Digital payment methods have been around for years, though experts say the pandemic has accelerated the trend toward more tipping. Michael Lynn, a professor of consumer behavior at Cornell University, said consumers were more generous with tips in the early days of the pandemic in an effort to show support for restaurants and other businesses that hit by COVID-19. Many people genuinely want to help and feel sympathy for workers who have jobs that put them at greater risk of catching the virus, Lynn said.

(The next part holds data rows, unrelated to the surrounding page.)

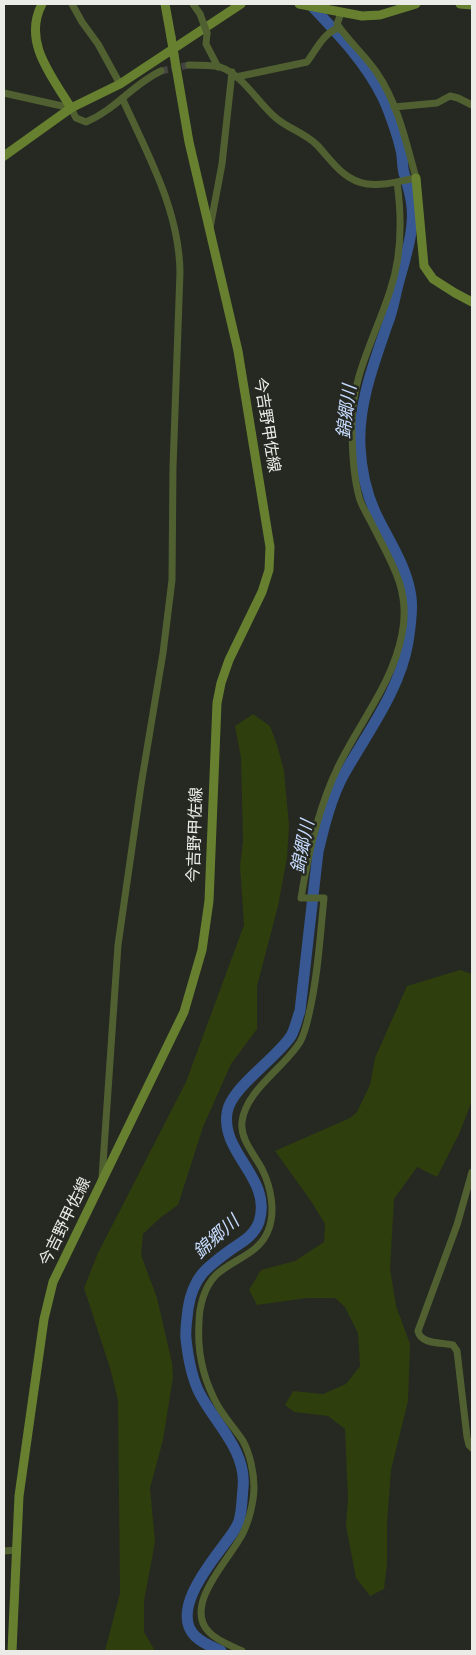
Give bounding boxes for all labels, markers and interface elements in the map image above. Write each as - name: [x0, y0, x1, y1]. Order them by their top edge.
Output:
- street label: 今吉野甲佐線: [249, 376, 283, 474]
- water label: 錦郷川: [334, 384, 362, 440]
- street label: 今吉野甲佐線: [185, 787, 207, 883]
- water label: 錦郷川: [288, 818, 320, 876]
- street label: 今吉野甲佐線: [36, 1175, 96, 1269]
- water label: 錦郷川: [190, 1212, 244, 1264]

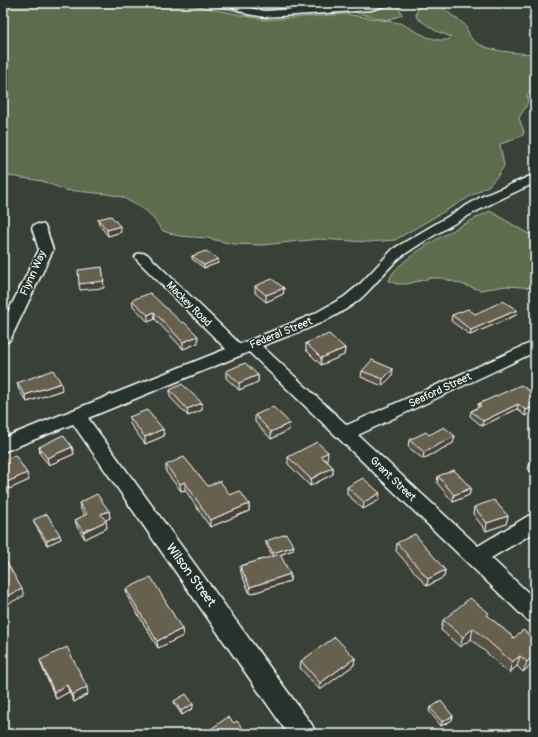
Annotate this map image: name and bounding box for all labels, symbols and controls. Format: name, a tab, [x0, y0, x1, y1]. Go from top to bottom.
street label: Flynn Way	[17, 248, 49, 298]
street label: Mackey Road	[164, 279, 214, 329]
street label: Federal Street	[248, 314, 315, 351]
street label: Seaford Street	[406, 370, 474, 410]
street label: Grant Street	[367, 454, 419, 504]
street label: Wilson Street	[163, 540, 220, 610]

Tips at full-service restaurants grew 25.3% in the third quarter of 2022, while gratuities at quick or counter service restaurants increased 16.7% compared to the same time in 2021, according to Square, one of the largest company operating digital payment methods. . The data provided by the company shows continuous growth in the same period since 2019.

As tip requests become more common, some businesses advertise them in their job postings to attract more workers even though extra money isn’t always guaranteed.

In December, Starbucks has launched a new tipping option for credit and debit card transactions in its stores, a group organizing the company’s hourly workers called to. Since then, a Starbucks spokeswoman said nearly half of credit and debit card transactions include a gratuity, which — along with tips received through cash and the Starbucks app — is distributed based on the number of time a barista works on the days the tips are received.

Karabas, the Murray State professor, said some customers, such as those who worked in the service industry in the past, want to tip workers at quick service businesses and don’t resent automated tellers. request. But for others, research shows they may be less likely to return to a particular business if they feel resentful of the requests, he said.

The last tab can also affect the reaction of customers. Karabas said in research he’s done with other academics, they’ve manipulated tip amounts and found that when the check is high, consumers no longer feel offended by tip requests. That suggests that the best time for a coffee shop to ask for a 20% tip, for example, would be on four or five coffee orders, not a small cup that costs $4.

Some consumers may continue to ignore tip requests regardless of the amount.

“If you work for a company, it’s the company’s job to pay you to work for them,” says Mike Janavey, a shoe and clothing designer who lives in New York City. “They shouldn’t be juicing consumers who are already spending there to pay their employees.”

Schenker, the Philadelphia barista, agrees — to an extent.

“The responsibility should be on the owners, but that cannot be changed overnight,” he said. “And it’s the best thing we have right now.”